Iranian actress and singer became symbol of rebellion
Marjan, a popular singer and actress in pre-revolutionary Iran who, after being imprisoned by the country’s Islamic authorities in the 1980s, lent her voice to the cause of political freedom in her homeland, died June 6 at a hospital in Los Angeles. She was 71. The cause was complications from surgery, the
National Council of Resistance of Iran said in a statement.
Marjan, the stage name for Shahla Safi Zamir, acted in more than 30 Farsi-language films in the 1960s and 1970s and was one of Iran’s best-known celebrities before the overthrow of the country’s Western-backed leader, or shah, in 1979. She also made hit records, often with a nostalgic sentiment, that were popular with Iranian youths.

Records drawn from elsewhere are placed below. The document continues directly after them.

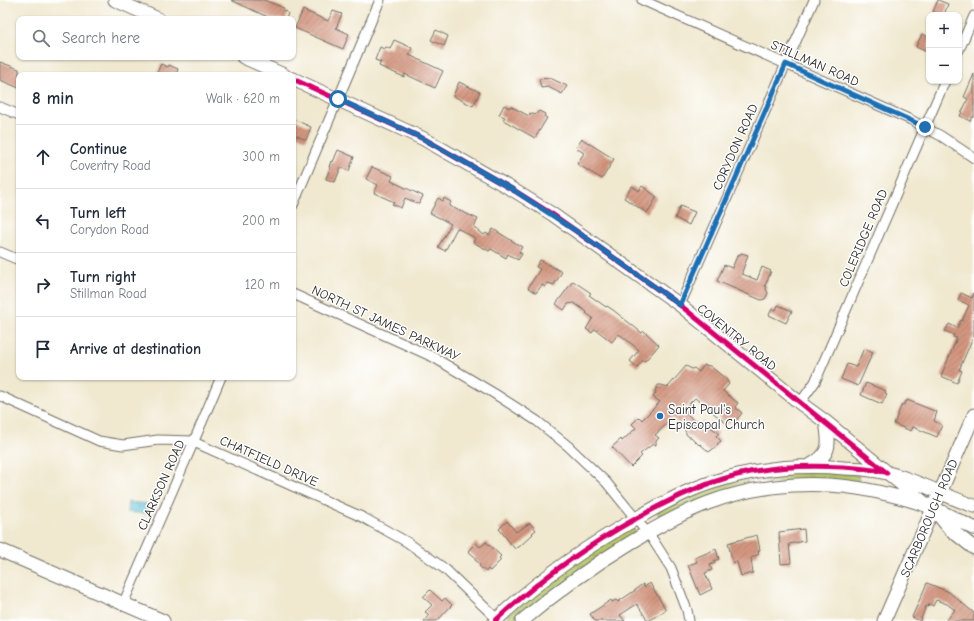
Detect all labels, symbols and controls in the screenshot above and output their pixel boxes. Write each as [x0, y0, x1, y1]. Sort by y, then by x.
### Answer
map controls [926, 12, 962, 84]
button: + [926, 12, 962, 48]
search box [16, 16, 296, 60]
icon: search [30, 27, 52, 49]
text: Search here [62, 29, 140, 47]
street label: STILLMAN ROAD [768, 37, 862, 89]
button: − [926, 48, 962, 84]
text: 8 min [32, 89, 74, 108]
route start [329, 90, 347, 108]
text: Walk · 620 m [206, 91, 280, 106]
street label: CORYDON ROAD [709, 101, 761, 193]
route end [916, 118, 934, 136]
text: Continue [70, 140, 127, 158]
icon: ahead [32, 146, 54, 168]
text: 300 m [242, 149, 280, 164]
text: Coventry Road [70, 158, 151, 173]
street label: COLERIDGE ROAD [836, 187, 890, 289]
text: Turn left [70, 204, 126, 222]
icon: left [32, 210, 54, 232]
text: 200 m [242, 213, 280, 228]
text: Corydon Road [70, 222, 149, 237]
text: Turn right [70, 268, 136, 286]
icon: right [32, 274, 54, 296]
text: 120 m [245, 277, 280, 292]
street label: NORTH ST JAMES PARKWAY [310, 282, 463, 364]
text: Stillman Road [70, 286, 147, 301]
street label: COVENTRY ROAD [694, 300, 780, 374]
icon: arrive [32, 338, 54, 360]
text: Arrive at destination [70, 340, 201, 358]
place label: Saint Paul's Episcopal Church [668, 402, 765, 432]
marker: Saint Paul's Episcopal Church [655, 411, 665, 421]
street label: CHATFIELD DRIVE [218, 433, 321, 489]
street label: CLARKSON ROAD [134, 437, 188, 533]
street label: SCARBOROUGH ROAD [897, 457, 961, 579]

When the country’s new Islamic leaders, or mullahs, seized power, filmmaking was temporarily stopped, and women were forbidden from singing in public. Marjan joined an opposition movement to fight the newly imposed strictures and was first arrested in 1980 for singing a song translated as “Homeland”: “My homeland, my home, I have no place but here, I have no future without you.”

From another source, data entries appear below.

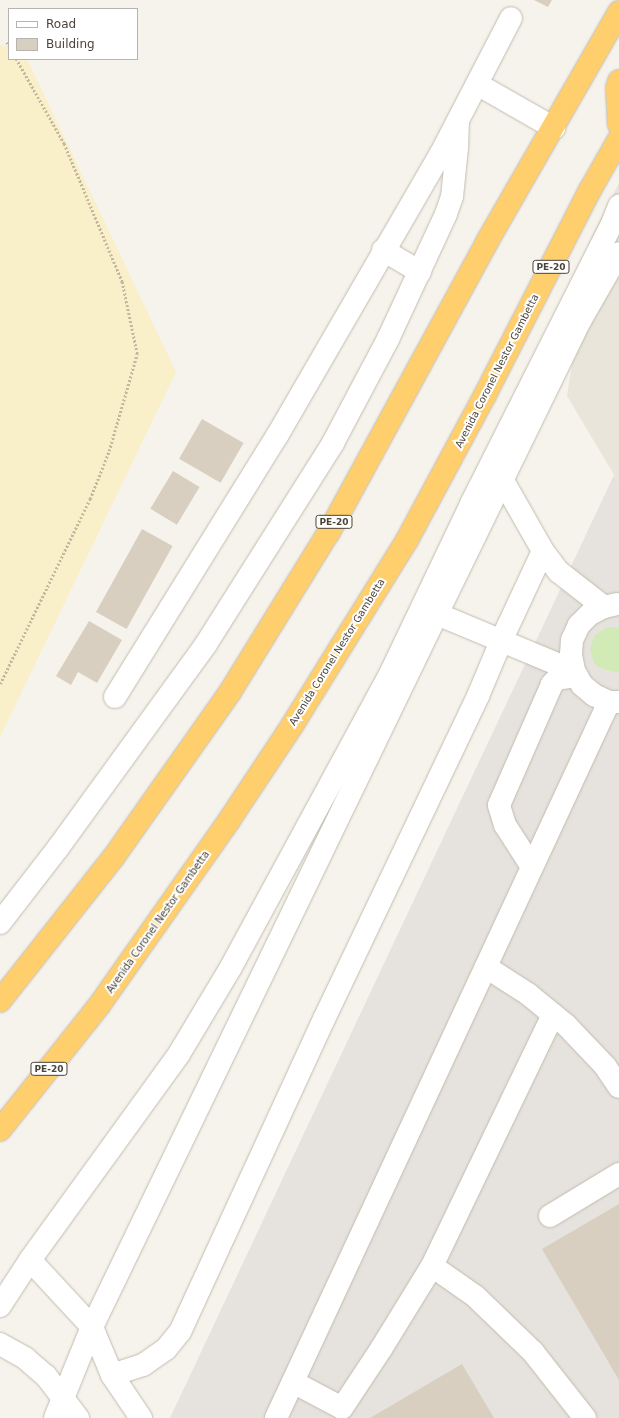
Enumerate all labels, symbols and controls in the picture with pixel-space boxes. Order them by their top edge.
legend [8,8,138,60]
text: Road [46,17,76,31]
text: Building [46,37,95,51]
road number: PE-20 [532,260,570,274]
street label: Avenida Coronel Nestor Gambetta [453,292,541,450]
road number: PE-20 [315,515,353,529]
street label: Avenida Coronel Nestor Gambetta [287,576,387,728]
street label: Avenida Coronel Nestor Gambetta [104,849,212,995]
road number: PE-20 [30,1062,68,1076]

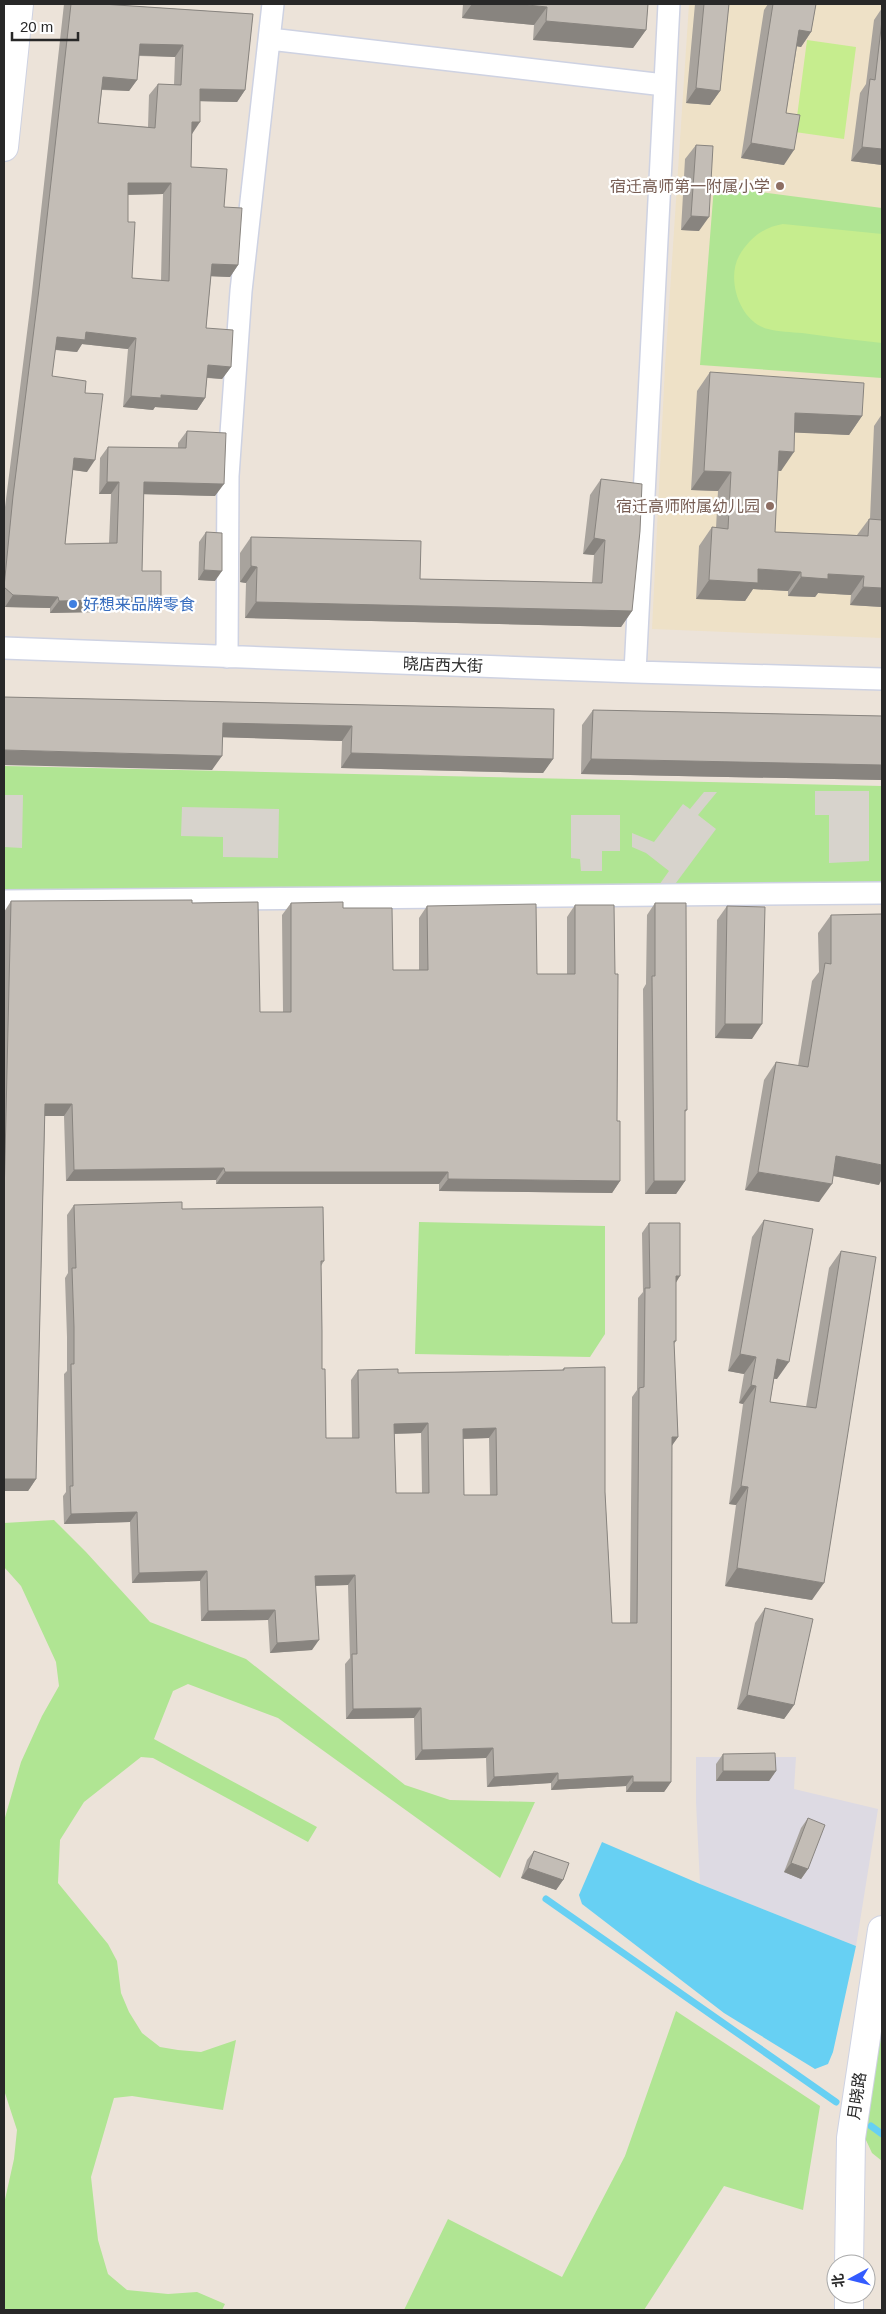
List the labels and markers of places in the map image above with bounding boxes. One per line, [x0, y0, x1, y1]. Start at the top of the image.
place label: 宿迁高师第一附属小学 [610, 178, 770, 195]
marker: 宿迁高师第一附属小学 [774, 180, 786, 192]
place label: 宿迁高师附属幼儿园 [616, 498, 760, 515]
marker: 宿迁高师附属幼儿园 [764, 500, 776, 512]
place label: 好想来品牌零食 [83, 596, 195, 613]
marker: 好想来品牌零食 [67, 598, 79, 610]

Arrested again in 1982 for her association with political dissidents, Marjan spent two years in prison, including nearly nine months in solitary confinement. She was held with other women and later highlighted the plight of female prisoners and artists in Iran.
Maryam Rajavi, NCRI president-elect, said in a statement that Marjan was prominent among the women “who rose up and fought the regime” and “are genuine representatives of the suffering of Iranian women and their passionate desire for liberation.”
Marjan fled Iran in 2001 for Dubai, United Arab Emirates. She and her husband later settled in Los Angeles.